-- PROBLEM DESCRIPTION --
Every line from the top of the records below through the one containing "2px #8f8163) drop-shadow(0" must be copied exactly, and the pictures must not be.

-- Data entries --
[Start of section]

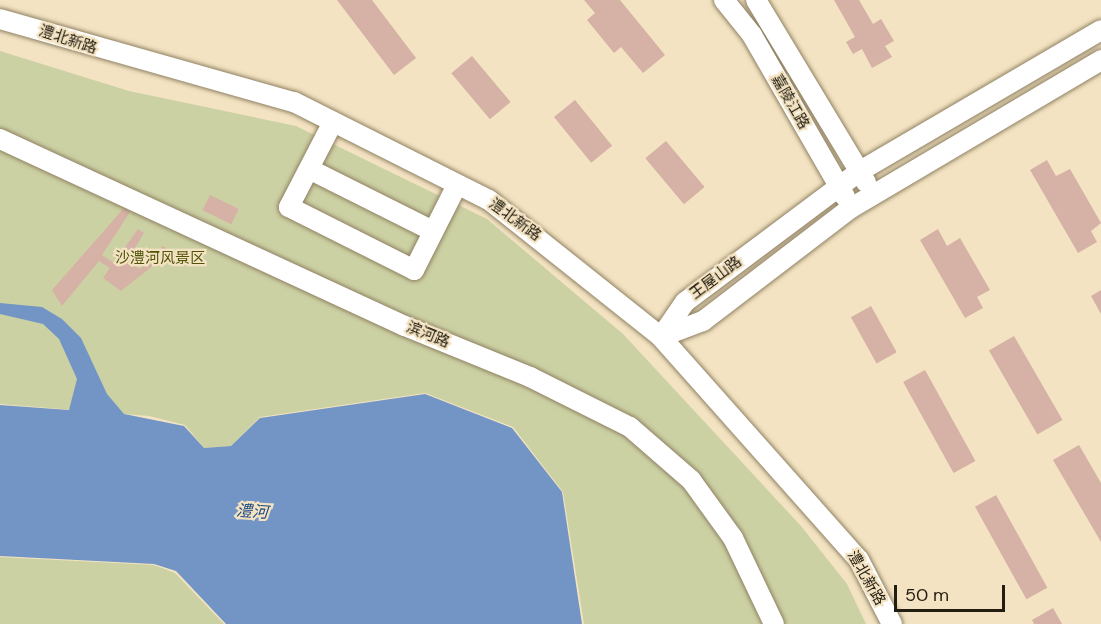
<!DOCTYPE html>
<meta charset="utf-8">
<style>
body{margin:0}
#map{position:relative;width:1101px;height:624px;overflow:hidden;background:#f3e3c2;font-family:"DM Sans","Noto Sans SC",sans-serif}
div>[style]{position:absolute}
.green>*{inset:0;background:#ccd1a4}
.water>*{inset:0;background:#7295c6}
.building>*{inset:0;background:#d6b1a5;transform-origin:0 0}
.roads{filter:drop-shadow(0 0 2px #8f8163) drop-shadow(0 0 2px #8f8163)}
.minor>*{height:20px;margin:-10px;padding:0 10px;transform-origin:10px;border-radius:10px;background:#fff}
span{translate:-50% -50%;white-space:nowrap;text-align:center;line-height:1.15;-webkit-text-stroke:4.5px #f3e3c2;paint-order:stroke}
.street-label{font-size:15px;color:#231d11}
.park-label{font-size:15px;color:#50540a}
.water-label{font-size:16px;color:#1a4885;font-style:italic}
.scale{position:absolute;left:894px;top:585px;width:111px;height:27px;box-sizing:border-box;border:3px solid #231d11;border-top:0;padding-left:8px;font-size:18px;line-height:21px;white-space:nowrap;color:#231d11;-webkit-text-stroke:4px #f3e3c2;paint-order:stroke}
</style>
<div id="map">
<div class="green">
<div style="clip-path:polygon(0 51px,129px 91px,296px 126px,487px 219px,623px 334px,801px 526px,847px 584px,866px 624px,584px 624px,563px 492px,513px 427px,425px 393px,260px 417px,231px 446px,204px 448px,185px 425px,149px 416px,0 404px)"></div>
<div style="clip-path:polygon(0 557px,154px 565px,175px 573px,224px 624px,0 624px)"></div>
</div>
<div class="water">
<div style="clip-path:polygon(0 303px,42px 307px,62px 319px,81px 338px,107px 394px,124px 414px,184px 426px,204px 448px,231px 446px,260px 418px,425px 394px,512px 428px,562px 492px,582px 624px,226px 624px,176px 571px,154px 564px,0 556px,0 405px,69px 410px,77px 379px,59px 339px,43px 324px,0 314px)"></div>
</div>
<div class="building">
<div style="clip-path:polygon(337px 0,372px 0,416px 58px,394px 75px)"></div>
<div style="clip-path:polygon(584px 0,620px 0,665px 55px,643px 73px,621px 47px,614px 53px,587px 20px,595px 13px)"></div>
<div style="clip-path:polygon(834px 0,859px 0,873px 24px,881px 19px,894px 41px,885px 46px,892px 57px,872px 68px,862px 49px,853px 54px,846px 42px,855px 37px)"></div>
<div style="left:472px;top:56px;width:60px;height:27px;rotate:50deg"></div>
<div style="left:575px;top:100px;width:59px;height:27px;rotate:51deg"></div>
<div style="left:666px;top:141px;width:60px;height:27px;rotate:50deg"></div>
<div style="clip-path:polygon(1047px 160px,1056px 176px,1070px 169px,1101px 223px,1091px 231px,1097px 242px,1078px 253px,1030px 170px)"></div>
<div style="left:210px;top:195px;width:32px;height:17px;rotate:26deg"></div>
<div style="clip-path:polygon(124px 208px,130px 212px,102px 255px,114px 263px,138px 229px,144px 233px,127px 261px,140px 269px,163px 246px,170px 252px,121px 291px,103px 278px,110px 268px,99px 261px,62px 306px,52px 290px)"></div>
<div style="clip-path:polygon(938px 229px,947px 246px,960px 238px,990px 290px,977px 297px,983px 308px,965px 318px,920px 240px)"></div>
<div style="clip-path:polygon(1101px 290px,1101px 314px,1091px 296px)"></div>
<div style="left:871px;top:306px;width:53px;height:23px;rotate:61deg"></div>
<div style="left:1014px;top:336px;width:97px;height:29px;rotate:60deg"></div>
<div style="left:925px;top:370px;width:104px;height:25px;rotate:61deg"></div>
<div style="clip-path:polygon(1079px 445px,1101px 483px,1101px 542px,1053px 460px)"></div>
<div style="left:996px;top:495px;width:106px;height:24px;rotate:61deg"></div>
<div style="clip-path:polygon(1053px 608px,1062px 624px,1034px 624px,1032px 620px)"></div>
</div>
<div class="roads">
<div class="minor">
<div style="left:724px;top:0;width:45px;rotate:51.3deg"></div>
<div style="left:752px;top:35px;width:187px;rotate:60.1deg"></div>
<div style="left:756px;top:0;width:213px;rotate:58.9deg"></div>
<div style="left:0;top:19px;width:305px;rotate:15.8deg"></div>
<div style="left:294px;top:102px;width:218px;rotate:26.7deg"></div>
<div style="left:489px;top:200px;width:220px;rotate:38.5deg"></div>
<div style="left:661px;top:337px;width:298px;rotate:48.4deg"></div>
<div style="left:859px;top:560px;width:72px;rotate:62.7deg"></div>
<div style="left:333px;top:122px;width:96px;rotate:117.4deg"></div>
<div style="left:289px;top:207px;width:140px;rotate:26.7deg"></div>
<div style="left:414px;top:270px;width:95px;rotate:-63.2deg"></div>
<div style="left:0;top:139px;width:446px;rotate:24.8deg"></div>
<div style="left:405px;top:326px;width:135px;rotate:22.2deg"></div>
<div style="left:530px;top:377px;width:112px;rotate:26.6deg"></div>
<div style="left:630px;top:427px;width:81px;rotate:41deg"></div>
<div style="left:691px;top:480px;width:72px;rotate:54.1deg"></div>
<div style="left:733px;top:538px;width:95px;rotate:64.5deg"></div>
<div style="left:309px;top:169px;width:139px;rotate:26.6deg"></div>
<div style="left:661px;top:337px;width:42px;rotate:-55.6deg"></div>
<div style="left:685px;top:302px;width:219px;rotate:-36.8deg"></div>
<div style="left:860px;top:171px;width:279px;rotate:-30.3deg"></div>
<div style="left:661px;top:337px;width:45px;rotate:-20.9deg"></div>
<div style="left:703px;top:321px;width:186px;rotate:-37.4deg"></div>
<div style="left:851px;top:208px;width:291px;rotate:-30.6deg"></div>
</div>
</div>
<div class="street-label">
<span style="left:68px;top:40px;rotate:18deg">澧北新路</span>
<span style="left:790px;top:102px;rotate:60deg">嘉陵江路</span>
<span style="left:515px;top:220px;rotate:36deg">澧北新路</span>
<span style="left:716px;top:278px;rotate:-37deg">王屋山路</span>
<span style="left:428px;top:335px;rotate:22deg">滨河路</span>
<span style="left:866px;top:578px;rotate:60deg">澧北新路</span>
</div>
<div class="park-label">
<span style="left:160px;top:259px">沙澧河风景区</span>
</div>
<div class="water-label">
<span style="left:252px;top:512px;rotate:4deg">澧河</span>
</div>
<div class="scale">50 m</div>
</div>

[End of section]

-- SOLUTION TO THIS PROBLEM --
<!DOCTYPE html>
<meta charset="utf-8">
<style>
body{margin:0}
#map{position:relative;width:1101px;height:624px;overflow:hidden;background:#f3e3c2;font-family:"DM Sans","Noto Sans SC",sans-serif}
div>[style]{position:absolute}
.green>*{inset:0;background:#ccd1a4}
.water>*{inset:0;background:#7295c6}
.building>*{inset:0;background:#d6b1a5;transform-origin:0 0}
.roads{filter:drop-shadow(0 0 2px #8f8163) drop-shadow(0 0 2px #8f8163)}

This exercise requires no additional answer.